TASK BRIEF
Would you copy out only the lines from the one with "Bounding boxes for" to the end of the records, exactly as they stand?

===== RECORDS FOR THIS EXERCISE

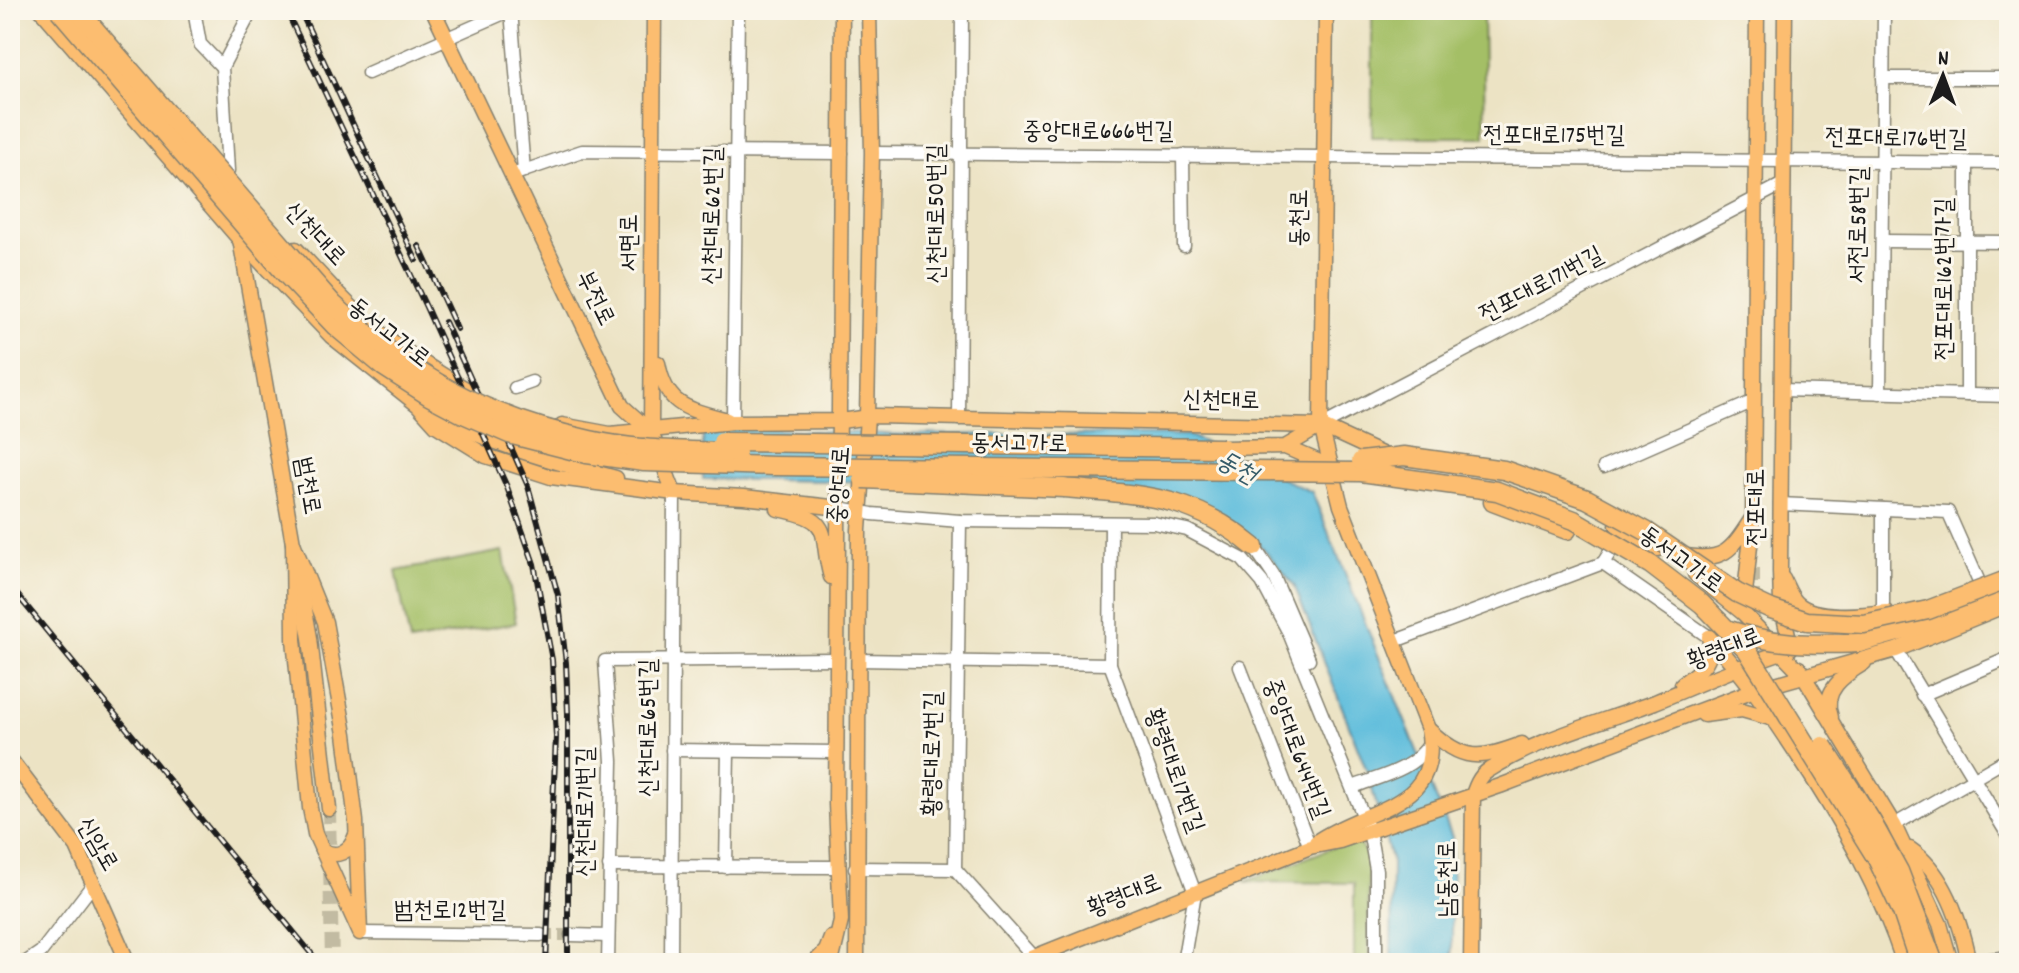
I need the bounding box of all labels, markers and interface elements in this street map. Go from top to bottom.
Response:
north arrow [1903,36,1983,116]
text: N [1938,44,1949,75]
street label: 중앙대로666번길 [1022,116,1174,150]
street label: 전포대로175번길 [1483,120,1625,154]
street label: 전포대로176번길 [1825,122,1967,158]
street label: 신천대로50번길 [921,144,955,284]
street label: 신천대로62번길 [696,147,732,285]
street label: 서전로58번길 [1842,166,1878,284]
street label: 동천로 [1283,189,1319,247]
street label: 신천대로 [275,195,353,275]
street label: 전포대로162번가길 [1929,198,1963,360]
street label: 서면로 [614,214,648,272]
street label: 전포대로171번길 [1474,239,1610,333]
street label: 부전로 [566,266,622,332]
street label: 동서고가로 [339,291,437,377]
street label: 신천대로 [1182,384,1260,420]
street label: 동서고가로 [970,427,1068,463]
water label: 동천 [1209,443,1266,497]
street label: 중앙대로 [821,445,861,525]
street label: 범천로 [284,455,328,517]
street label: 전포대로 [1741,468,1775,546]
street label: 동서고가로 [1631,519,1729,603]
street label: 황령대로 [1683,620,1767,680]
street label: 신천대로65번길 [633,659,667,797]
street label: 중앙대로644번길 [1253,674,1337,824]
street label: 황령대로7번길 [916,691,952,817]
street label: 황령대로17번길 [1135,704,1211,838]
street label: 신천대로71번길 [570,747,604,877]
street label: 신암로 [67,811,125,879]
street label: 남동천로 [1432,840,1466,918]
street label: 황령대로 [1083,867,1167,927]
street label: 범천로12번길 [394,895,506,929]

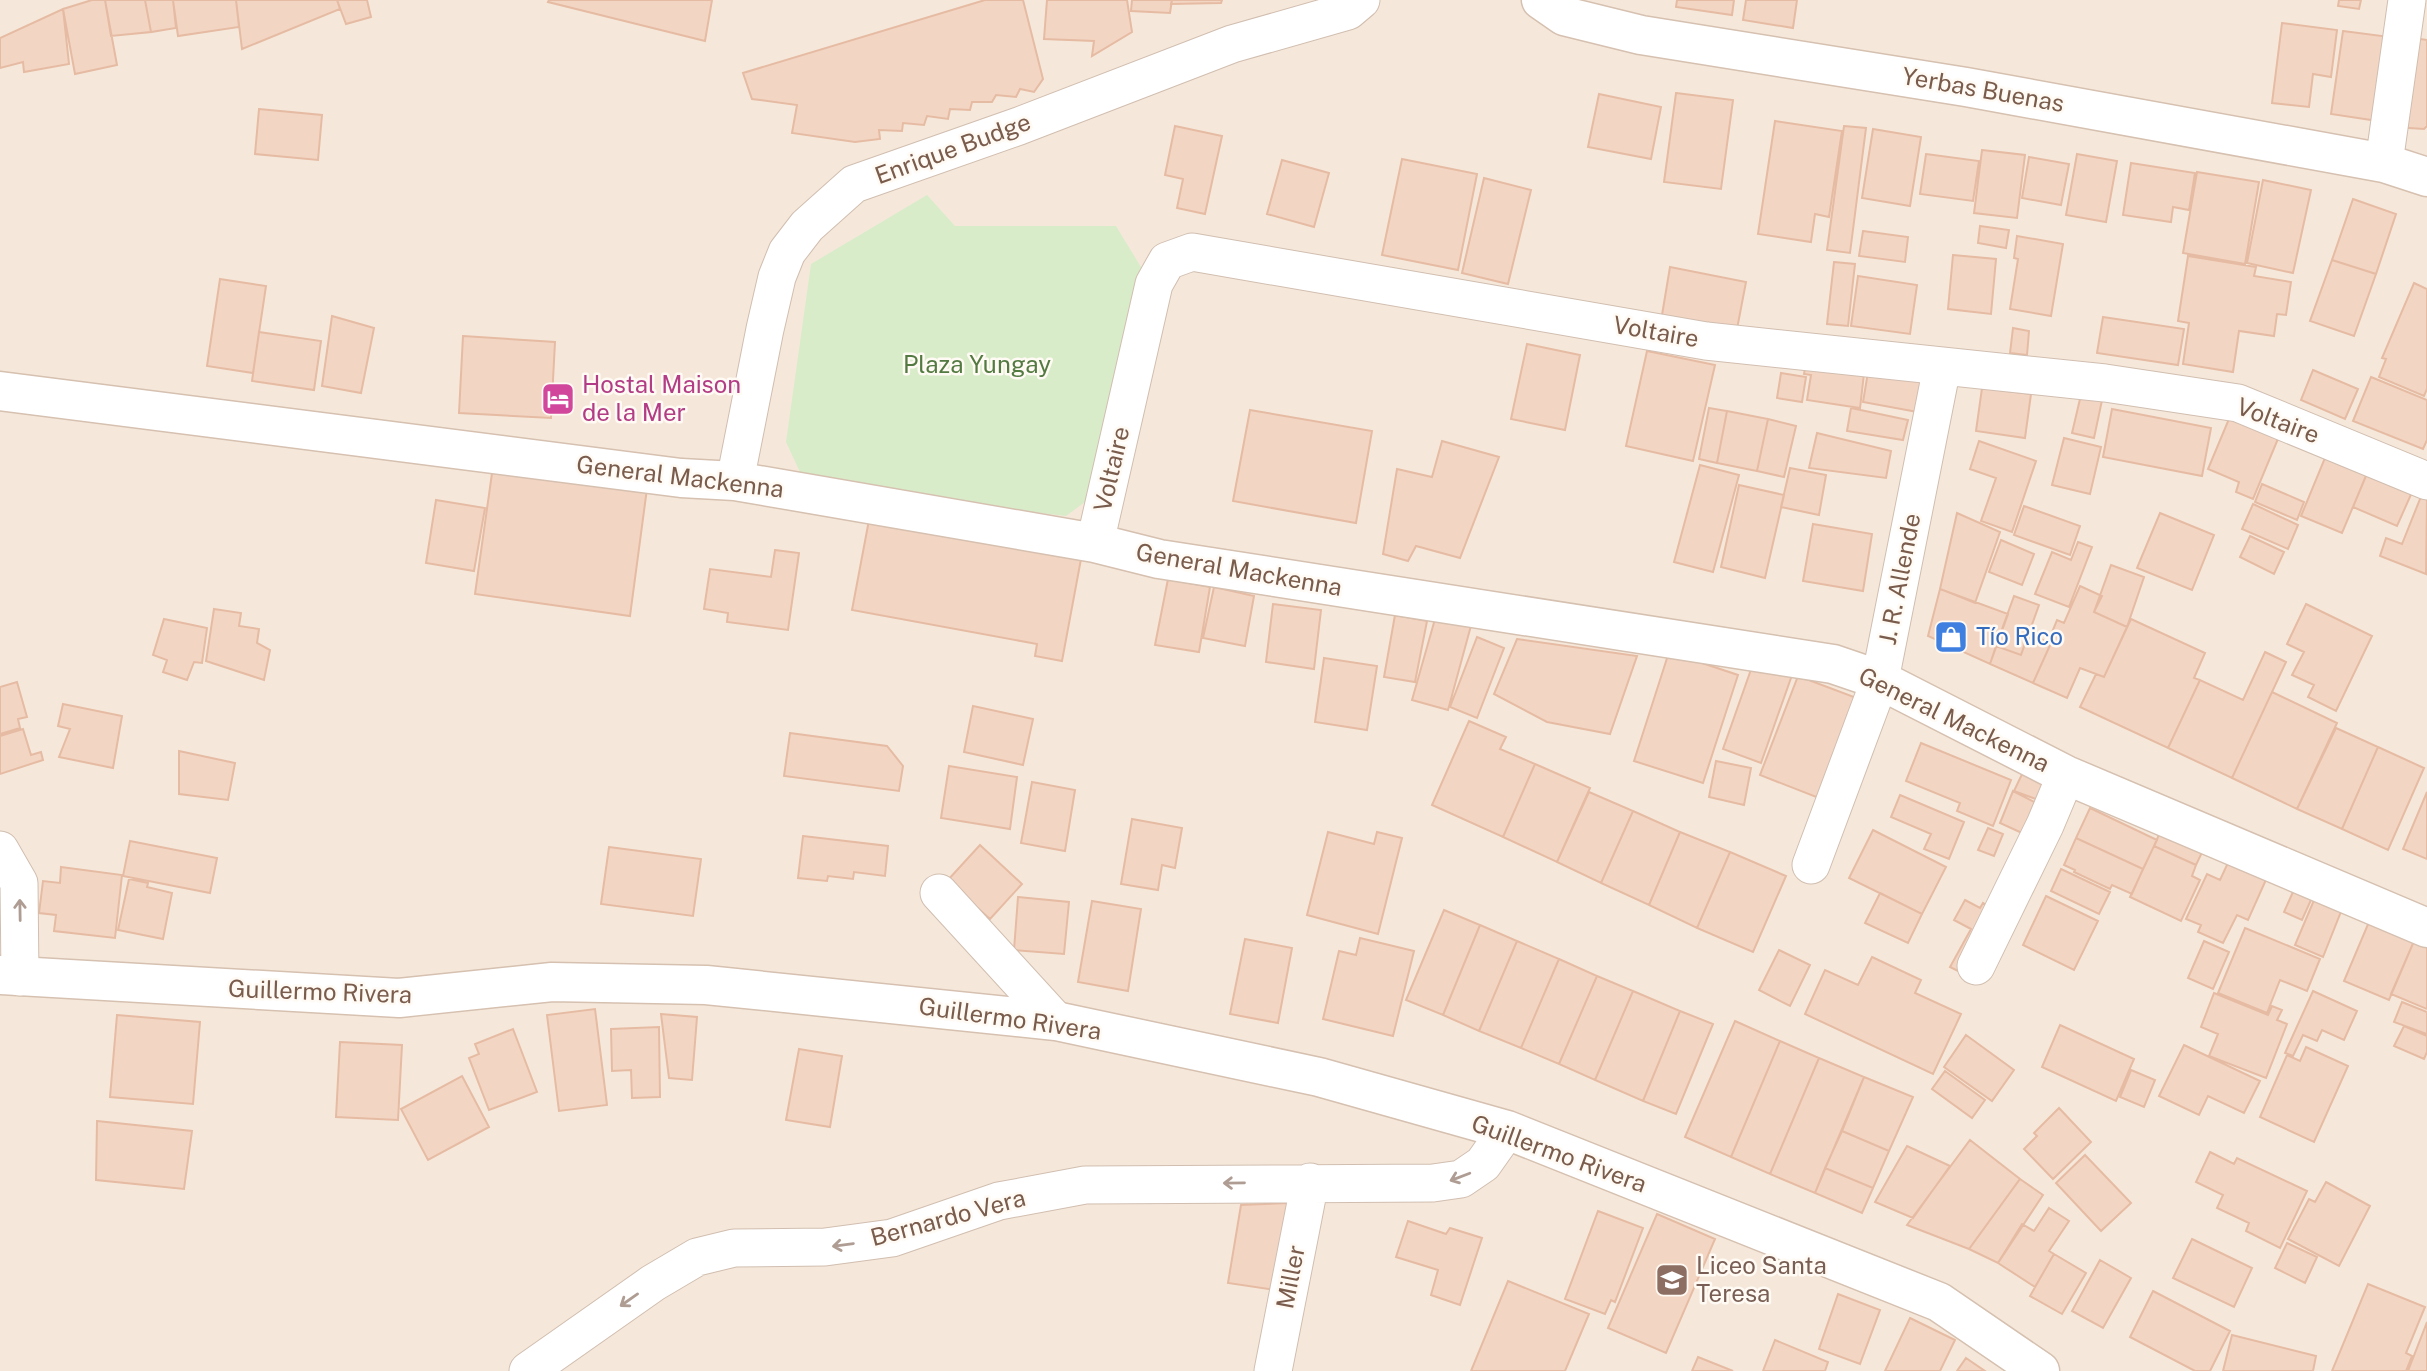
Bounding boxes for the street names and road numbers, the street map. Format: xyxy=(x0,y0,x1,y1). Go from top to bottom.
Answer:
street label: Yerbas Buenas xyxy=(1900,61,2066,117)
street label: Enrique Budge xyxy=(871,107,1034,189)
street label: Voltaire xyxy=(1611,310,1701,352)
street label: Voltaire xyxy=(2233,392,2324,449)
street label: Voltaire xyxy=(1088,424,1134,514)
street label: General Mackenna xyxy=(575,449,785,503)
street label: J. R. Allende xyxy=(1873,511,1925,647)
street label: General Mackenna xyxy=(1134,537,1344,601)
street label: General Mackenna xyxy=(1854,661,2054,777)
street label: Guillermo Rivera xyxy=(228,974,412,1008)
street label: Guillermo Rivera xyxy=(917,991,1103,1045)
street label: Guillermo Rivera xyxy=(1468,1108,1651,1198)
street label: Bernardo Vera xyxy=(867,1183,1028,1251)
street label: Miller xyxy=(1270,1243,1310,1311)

==========

TASK SOLUTION
Bounding boxes for the street names and road numbers, the street map. Format: xyxy=(x0,y0,x1,y1). Go from top to bottom.
Answer:
street label: Yerbas Buenas xyxy=(1900,61,2066,117)
street label: Enrique Budge xyxy=(871,107,1034,189)
street label: Voltaire xyxy=(1611,310,1701,352)
street label: Voltaire xyxy=(2233,392,2324,449)
street label: Voltaire xyxy=(1088,424,1134,514)
street label: General Mackenna xyxy=(575,449,785,503)
street label: J. R. Allende xyxy=(1873,511,1925,647)
street label: General Mackenna xyxy=(1134,537,1344,601)
street label: General Mackenna xyxy=(1854,661,2054,777)
street label: Guillermo Rivera xyxy=(228,974,412,1008)
street label: Guillermo Rivera xyxy=(917,991,1103,1045)
street label: Guillermo Rivera xyxy=(1468,1108,1651,1198)
street label: Bernardo Vera xyxy=(867,1183,1028,1251)
street label: Miller xyxy=(1270,1243,1310,1311)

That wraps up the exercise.